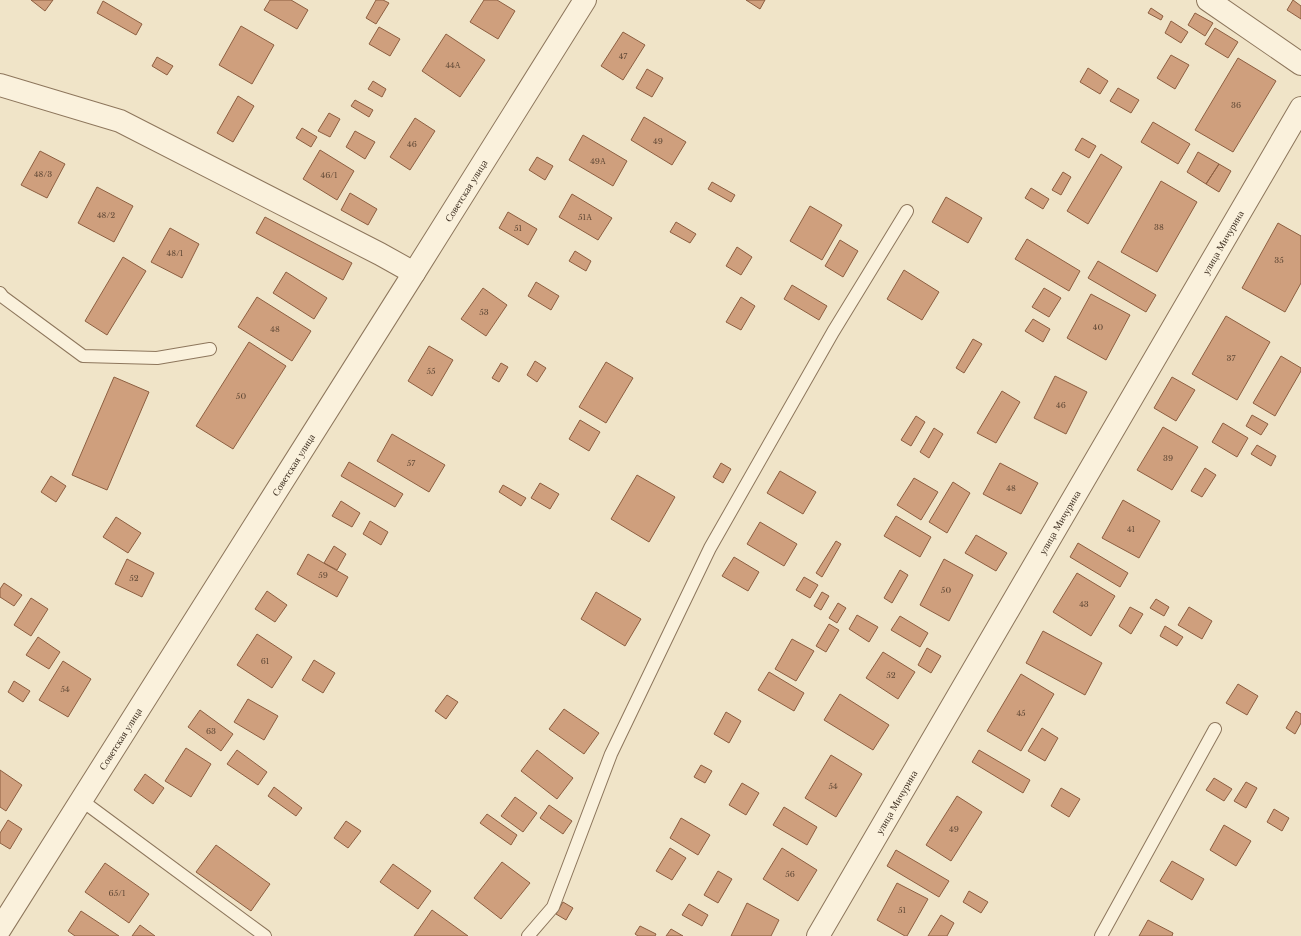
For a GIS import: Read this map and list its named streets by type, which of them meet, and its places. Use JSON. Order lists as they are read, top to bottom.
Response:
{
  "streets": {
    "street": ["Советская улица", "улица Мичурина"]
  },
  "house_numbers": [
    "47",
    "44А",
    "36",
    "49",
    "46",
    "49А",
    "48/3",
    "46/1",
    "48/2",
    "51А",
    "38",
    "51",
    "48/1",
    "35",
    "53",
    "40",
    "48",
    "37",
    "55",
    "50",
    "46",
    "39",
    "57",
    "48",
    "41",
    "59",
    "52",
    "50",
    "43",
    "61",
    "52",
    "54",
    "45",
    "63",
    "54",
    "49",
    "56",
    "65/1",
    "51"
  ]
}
□ □ □ □
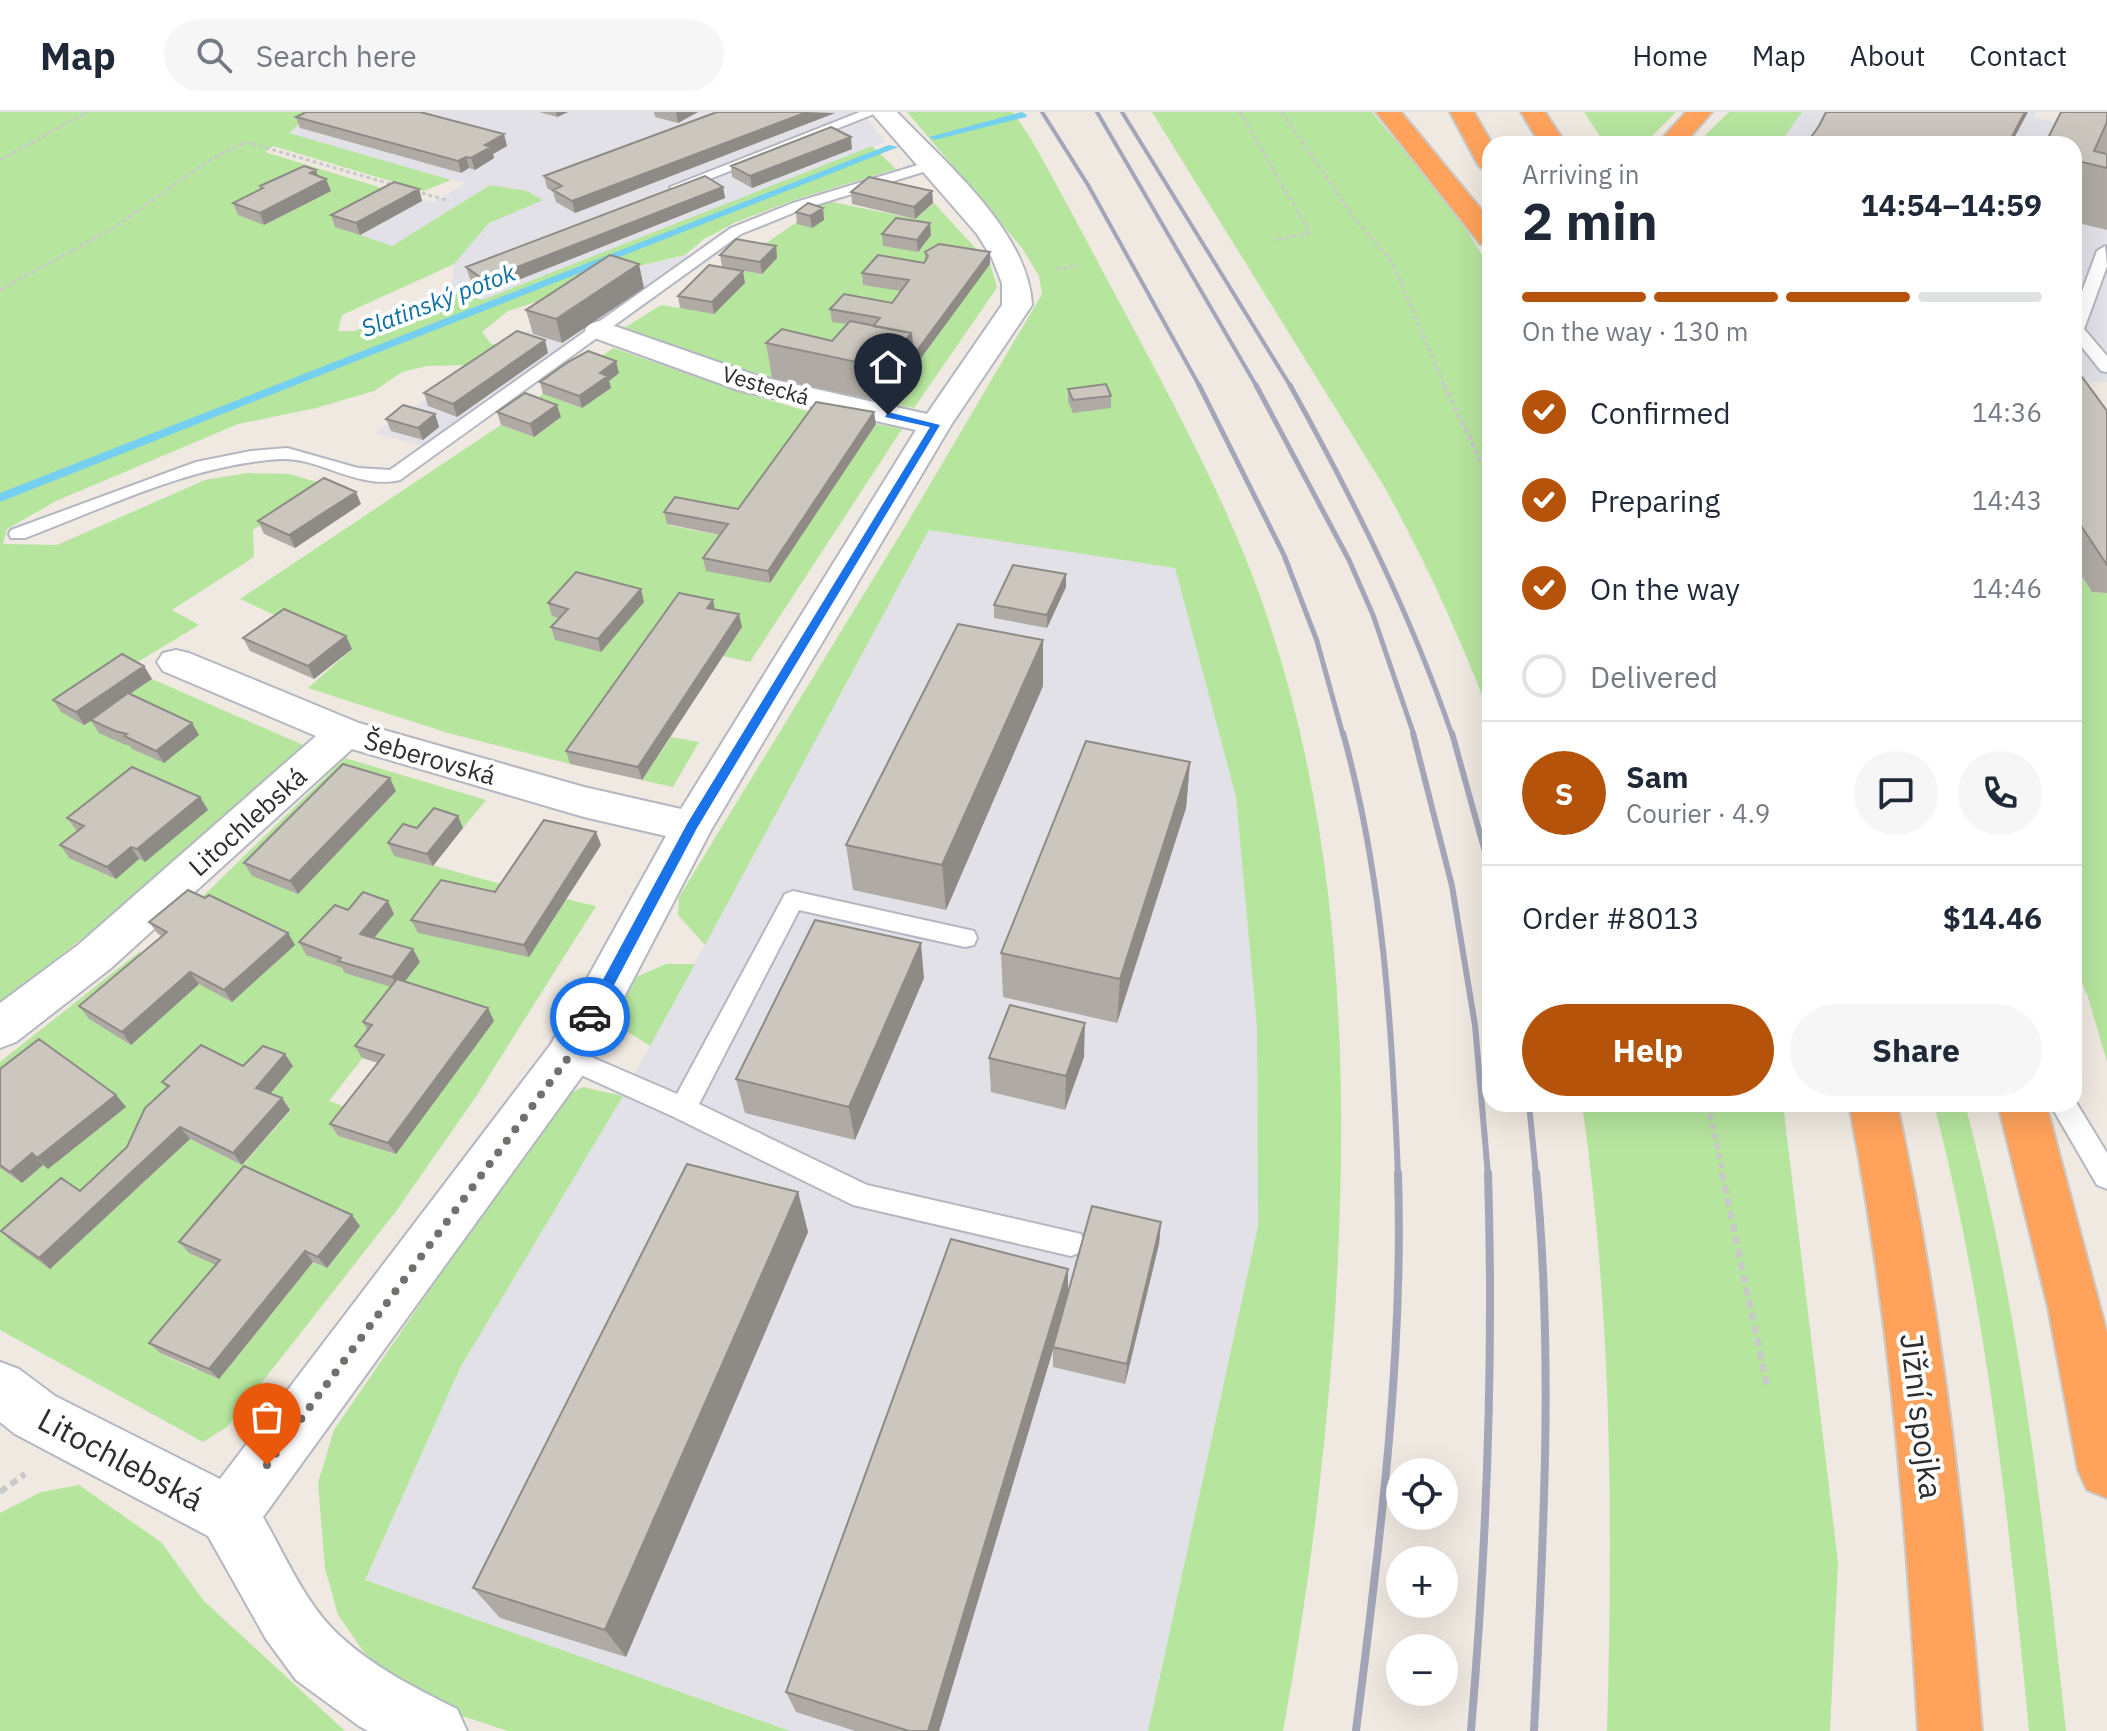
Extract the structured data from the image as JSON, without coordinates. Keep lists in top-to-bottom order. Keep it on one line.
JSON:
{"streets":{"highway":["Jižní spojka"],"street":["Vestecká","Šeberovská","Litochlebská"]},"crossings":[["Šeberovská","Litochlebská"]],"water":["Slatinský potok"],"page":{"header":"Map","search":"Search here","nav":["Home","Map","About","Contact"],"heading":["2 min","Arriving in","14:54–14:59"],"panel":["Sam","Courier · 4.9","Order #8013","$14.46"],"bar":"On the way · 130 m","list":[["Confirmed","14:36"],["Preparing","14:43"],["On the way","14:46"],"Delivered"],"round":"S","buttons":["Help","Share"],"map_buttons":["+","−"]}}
□ □ □ □
Problem to solve: Give the number of lines in the records where the word "lists" shows up. Nothing else belongs in the reply.

Exercise output: 2